Project Characteristics

The PULC project aims at building a computer program that can precisely understand the meaning of certain kinds of Natural Language texts. “Precise understanding” is defined as: correctly solving tasks that require inferring conclusions from the information conveyed in the text.

The PULC project has the following characteristics:

1. Precision

The PULC project is set out to achieve a high level of precision in language understanding. This level of precision is necessary for supporting real inference based on the information conveyed in texts. Inference means: combining the bits of information that are distributed throughout the text in order to reach new conclusions that do not appear explicitly in the text, and not merely finding each fact separately. (Why does real inference from information require a high-quality level of understanding?)

The PULC project contrasts with other projects that aim at a superficial level of language “understanding” using so-called “broad coverage” text processing techniques. For example, current information retrieval, information extraction, and so-called “question answering” techniques essentially try to do pattern-matching between the structures of a query and a text, and so the structure and content of the two must closely resemble each other, and the only questions that might be addressable are of the factoid who-did-what-to-whom kind.

2. Not Just Any Arbitrary Text

Natural language texts are designed for human consumption, and so they are written with the implicit assumption that the reader has standard background world knowledge and commonsense knowledge. This knowledge is not mentioned explicitly in the text. For example, consider the sentence:

President Bush today compared dependence on overseas oil to a “foreign tax on the American people” and proposed a series of initiatives to fight the problem, including more nuclear plants and using technology to develop new energy sources. (http://www.cnn.com, April 27, 2005)

This sentence does not explicitly say that Bush did the comparison by speaking, that Bush proposed each initiative, what “the problem” refers to, that oil is an energy source, and so on. Yet it is impossible to precisely understand the text without this assumed background knowledge.

Representing and utilizing world knowledge in a computer is an extremely difficult endeavor. Doing so for all knowledge and all topics is impossible now and in the forseeable future. In fact, it could be argued that this is almost an AI-complete problem: if it were possible to do it, then most Artificial Intelligence tasks would be solved, since the computer would possess knowledge describing how to do any ordinary or sophisticated task, and so would be able to do it). Therefore, it is impossible to precisely understand arbitrary texts on arbitrary topics.

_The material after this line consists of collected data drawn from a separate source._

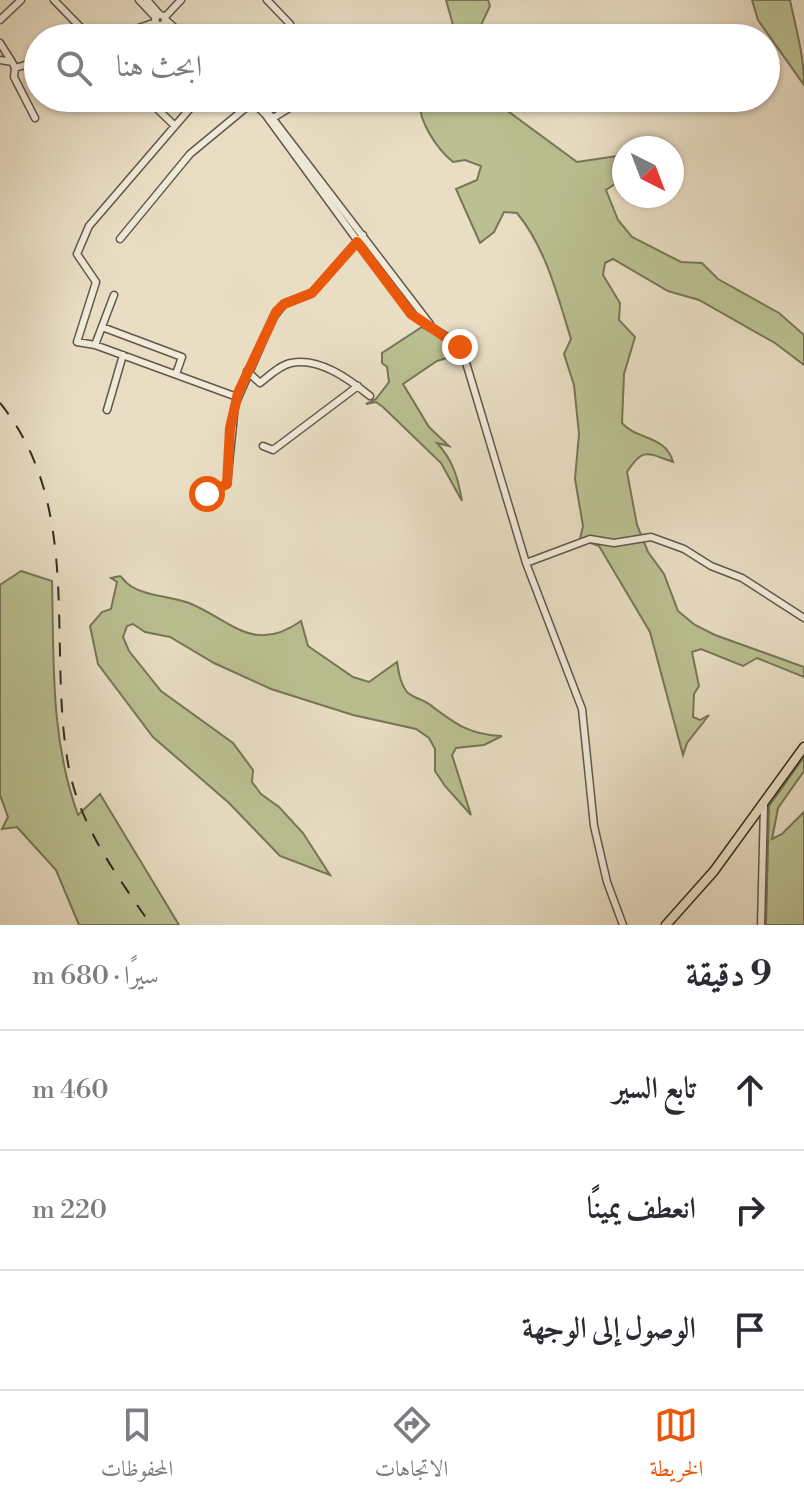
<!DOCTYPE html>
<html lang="ar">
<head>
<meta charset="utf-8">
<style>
  :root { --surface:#fff; --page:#f7f7f7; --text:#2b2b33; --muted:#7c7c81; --line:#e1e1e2; --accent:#ea580c }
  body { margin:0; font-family:"Libre Bodoni",Amiri,serif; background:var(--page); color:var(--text); direction:rtl }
  .compass { position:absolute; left:612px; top:136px; width:72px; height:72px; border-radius:50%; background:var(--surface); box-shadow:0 2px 6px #0004; rotate:138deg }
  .stop { position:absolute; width:24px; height:24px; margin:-18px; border:6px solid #ea580c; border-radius:50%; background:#fff }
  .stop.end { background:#ea580c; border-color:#fff; box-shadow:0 2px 8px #0008 }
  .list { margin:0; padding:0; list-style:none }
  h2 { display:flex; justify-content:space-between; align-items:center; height:104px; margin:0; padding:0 32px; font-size:34px }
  h2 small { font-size:26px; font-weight:400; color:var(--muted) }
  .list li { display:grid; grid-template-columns:52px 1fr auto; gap:24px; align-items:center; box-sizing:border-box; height:120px; padding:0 32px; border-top:2px solid var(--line) }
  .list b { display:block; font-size:30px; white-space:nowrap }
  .list em { font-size:26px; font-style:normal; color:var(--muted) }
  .icon { flex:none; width:44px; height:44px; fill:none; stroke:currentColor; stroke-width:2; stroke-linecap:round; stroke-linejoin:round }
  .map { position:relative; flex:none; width:804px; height:925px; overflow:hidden; direction:ltr }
  .search { position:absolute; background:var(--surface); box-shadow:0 2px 6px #0004; left:24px; right:24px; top:24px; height:88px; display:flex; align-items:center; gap:20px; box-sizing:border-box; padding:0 28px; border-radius:44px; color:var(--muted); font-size:30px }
  .sheet { height:464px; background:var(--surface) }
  nav { display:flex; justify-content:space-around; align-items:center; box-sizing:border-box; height:112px; border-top:2px solid var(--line); background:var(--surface); font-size:22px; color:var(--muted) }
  nav a { display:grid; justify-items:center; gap:4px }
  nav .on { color:var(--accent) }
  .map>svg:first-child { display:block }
  .green { fill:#bac091; stroke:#767658; stroke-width:2 }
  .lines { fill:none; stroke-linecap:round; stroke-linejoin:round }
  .minor-casing { stroke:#605849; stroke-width:9 }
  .major-casing { stroke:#332b20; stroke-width:11 }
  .minor { stroke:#f1ead9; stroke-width:6 }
  .major { stroke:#e9dec4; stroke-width:8 }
  .rail { stroke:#332b20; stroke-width:2; stroke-dasharray:14 14; stroke-linecap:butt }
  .route { stroke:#ea580c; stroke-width:10 }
</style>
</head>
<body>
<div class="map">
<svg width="804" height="925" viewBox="0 0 804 925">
  <rect width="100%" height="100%" fill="#e9dec4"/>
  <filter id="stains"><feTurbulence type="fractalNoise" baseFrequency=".0025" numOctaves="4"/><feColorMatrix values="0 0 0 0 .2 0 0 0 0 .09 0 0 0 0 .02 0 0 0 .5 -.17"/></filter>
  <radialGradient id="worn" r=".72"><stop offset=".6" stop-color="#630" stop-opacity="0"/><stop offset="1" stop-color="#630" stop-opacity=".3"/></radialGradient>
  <path class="green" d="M 446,0 L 488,0 L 490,6 L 475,38 L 444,38 L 455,32 Z
    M 752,0 L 790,0 C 796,29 804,55 804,85 L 758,20 Z
    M 421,98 L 480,98 L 484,105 C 511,98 557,100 584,108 C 570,107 500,103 492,107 L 505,109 L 577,162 L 624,155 L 624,178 L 606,190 L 618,220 L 632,237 L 681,262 L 702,263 L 718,279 L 779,313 L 804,335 L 804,365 L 775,343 L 699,300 L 668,291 L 613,259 L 605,263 L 603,275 L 620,303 L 619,320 L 635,337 L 624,374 L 622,423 C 636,440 666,435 673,462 C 647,453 643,447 627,472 L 637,525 L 648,552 L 664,574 L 678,611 L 695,625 L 715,635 L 804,667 L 804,677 L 757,658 L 743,666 L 701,649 L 692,652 L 699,686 L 694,694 L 693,717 L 700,720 L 709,715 L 687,743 L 683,755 L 650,632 L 599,546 L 580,539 L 583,526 L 575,479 L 579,434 L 574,385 L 564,354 L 571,339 C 558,297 546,248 517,213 L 504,212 L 494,232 L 480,243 L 456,189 L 477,180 L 481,166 L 465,160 L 453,162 C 438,150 415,118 421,98 Z
    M 422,327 L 446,340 L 457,355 L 437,361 L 403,384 L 429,427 L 449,446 L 437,443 C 453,460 458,478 462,501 L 441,463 L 383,407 L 376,402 L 366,404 L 376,399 L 389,382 L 387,367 L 382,363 L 382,353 Z
    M 21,571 L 52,581 C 54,661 50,738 78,815 L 100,794 L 179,925 L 79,925 L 56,870 L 17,827 L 2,829 L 8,817 L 0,795 L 0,585 Z
    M 120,576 C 123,578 125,582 128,584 C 142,596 172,596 189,603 C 231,620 253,655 301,621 L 308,646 L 353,677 L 369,682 L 397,662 C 399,673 400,683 407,692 C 413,698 422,699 429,704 C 454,723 469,735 502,736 L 484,745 L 456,748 L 452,755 L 471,815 L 445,786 L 435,771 L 435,749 L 429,738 L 416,729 L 353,715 L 271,689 L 214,663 L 170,637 L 145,632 L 133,624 L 127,626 L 123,637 L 129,651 L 161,691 L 233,743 L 253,770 L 252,782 L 261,794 L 279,807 L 303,833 L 330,875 L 280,856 L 229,803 L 153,737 L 98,664 L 90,626 L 102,612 L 111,609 L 117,582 L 111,578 Z
    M 804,757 L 804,771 L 778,808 L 772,839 L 782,834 L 804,812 L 804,925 L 766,925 L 769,806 Z"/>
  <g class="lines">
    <defs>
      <path id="minor" d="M 54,0 L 91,38
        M 139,0 L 156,18
        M 147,0 L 160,15
        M 267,0 L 290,24 L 283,38
        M155 20a5 5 0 1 1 10 0a5 5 0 1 1-10 0Z
        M 165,17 L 181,0
        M 0,20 L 21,0
        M 166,20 L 186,38
        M 162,25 L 177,38
        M 110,38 L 156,22
        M 0,43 L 12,62
        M 0,60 L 12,62 L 15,68 L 38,61
        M 15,68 L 14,77 L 35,118
        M 146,98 L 175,126
        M 199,98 L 89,226 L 77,254 L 96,282 L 77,342 L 95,345 L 237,397
        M 248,98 L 265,114 L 411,314 L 452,340 L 464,356 L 526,563 L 582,709 L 594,826 L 607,882 L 623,925
        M 257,98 L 430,324
        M 273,118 L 306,98
        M 120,239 L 190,154 L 254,101
        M 102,327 L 182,357 L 176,374
        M 95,345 L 114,295
        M 247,371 L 260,383 C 269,376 280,365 291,363 C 320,357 350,380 370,396
        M 107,410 L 123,355
        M 263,446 L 273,450 L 358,386
        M 207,494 L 227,484 L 235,405 L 273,318 L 284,304 L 312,293 L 363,235
        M 526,563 L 590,539 L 614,543 L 651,537 L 684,549 L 711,566 L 742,578 L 804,618
        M 761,925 L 764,805"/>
      <path id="major" d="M 666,925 L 714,871 L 804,747"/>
    </defs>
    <use href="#minor" class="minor-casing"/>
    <use href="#major" class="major-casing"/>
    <use href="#minor" class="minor"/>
    <use href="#major" class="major"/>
    <path class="rail" d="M 0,403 C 85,508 46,647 69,769 C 81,828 118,877 151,925"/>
  </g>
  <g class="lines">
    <path class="route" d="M 207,494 L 227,484 L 230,428 L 238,393 L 276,312 L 284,304 L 312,293 L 357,242 L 411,314 L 460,347"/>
  </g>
  <rect width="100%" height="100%" filter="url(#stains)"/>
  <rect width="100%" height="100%" fill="url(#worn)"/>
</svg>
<svg class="compass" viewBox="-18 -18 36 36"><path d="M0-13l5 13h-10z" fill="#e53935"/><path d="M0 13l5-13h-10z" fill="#7c7c81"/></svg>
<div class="stop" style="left:207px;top:494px"></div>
<div class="stop end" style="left:460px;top:347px"></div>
<div class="search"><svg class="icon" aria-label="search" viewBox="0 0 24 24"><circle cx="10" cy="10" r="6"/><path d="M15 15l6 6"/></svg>ابحث هنا</div>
</div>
<section class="sheet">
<h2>9 دقيقة<small>سيرًا · 680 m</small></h2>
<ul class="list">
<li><svg class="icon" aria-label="ahead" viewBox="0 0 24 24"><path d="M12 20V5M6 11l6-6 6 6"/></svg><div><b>تابع السير</b></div><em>460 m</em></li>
<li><svg class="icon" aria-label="right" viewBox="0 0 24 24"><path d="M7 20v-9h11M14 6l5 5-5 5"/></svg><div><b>انعطف يمينًا</b></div><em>220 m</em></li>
<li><svg class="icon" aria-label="arrive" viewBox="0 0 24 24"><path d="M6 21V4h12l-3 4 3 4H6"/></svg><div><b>الوصول إلى الوجهة</b></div></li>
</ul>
</section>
<nav>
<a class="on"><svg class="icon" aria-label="map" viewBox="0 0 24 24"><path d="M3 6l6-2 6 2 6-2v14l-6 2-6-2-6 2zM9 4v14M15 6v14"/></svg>الخريطة</a>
<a><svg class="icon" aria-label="directions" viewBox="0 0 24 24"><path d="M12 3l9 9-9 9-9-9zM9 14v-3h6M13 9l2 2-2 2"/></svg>الاتجاهات</a>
<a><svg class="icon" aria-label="saved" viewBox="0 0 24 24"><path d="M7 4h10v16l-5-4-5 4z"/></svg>المحفوظات</a>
</nav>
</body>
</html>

It is possible, nevertheless, to achieve precise understanding on particular texts and topics if the necessary background knowledge is fed into the computer. This is possible for certain kinds of texts.

3. Rigorous and Principled Study of Natural Language Phenomena

Just as the Human Genome Project aimed to map out the entire human DNA sequence, the PULC project aims to map out the entire human knowledge of the English language. The amount of the linguistic knowledge about a language like English, while vast, is relatively much smaller than the amount of general world knowledge, and it is conceivable that we can discover all of it and represent it in a computer in the not too distant future.

Of course, the entire field of Linguistics aims at mapping out the human knowledge of English and all other natural languages, and there has been a decent progress in the past several decades in discovering and documenting this knowledge. However, there are still many gaps in this knowledge. Moreover, the knowledge is usually stated only semi-rigorously, and is not immediately applicable for a computational system. The PULC project aims at stating the linguistic knowledge in a comprehensive, consistent, and coherent format, so precise that it could be used by a computer.

On the other hand, there has been a lot of work in natural language processing (NLP) aiming at producing computer applications that do useful things with language input. But just as linguistic theories to the most part ignore computational issues, NLP work by and large ignores linguistic theory, and moreover emphasizes formalisms and techniques while ignoring the study of language phenomena themselves. The PULC project is founded on the belief that no amount of computational sophistication can replace a meticulous investigation of the subject matter itself (i.e. language).

In short, the PULC project aims at both computational rigor and a principled scrupulous study of language phenomena.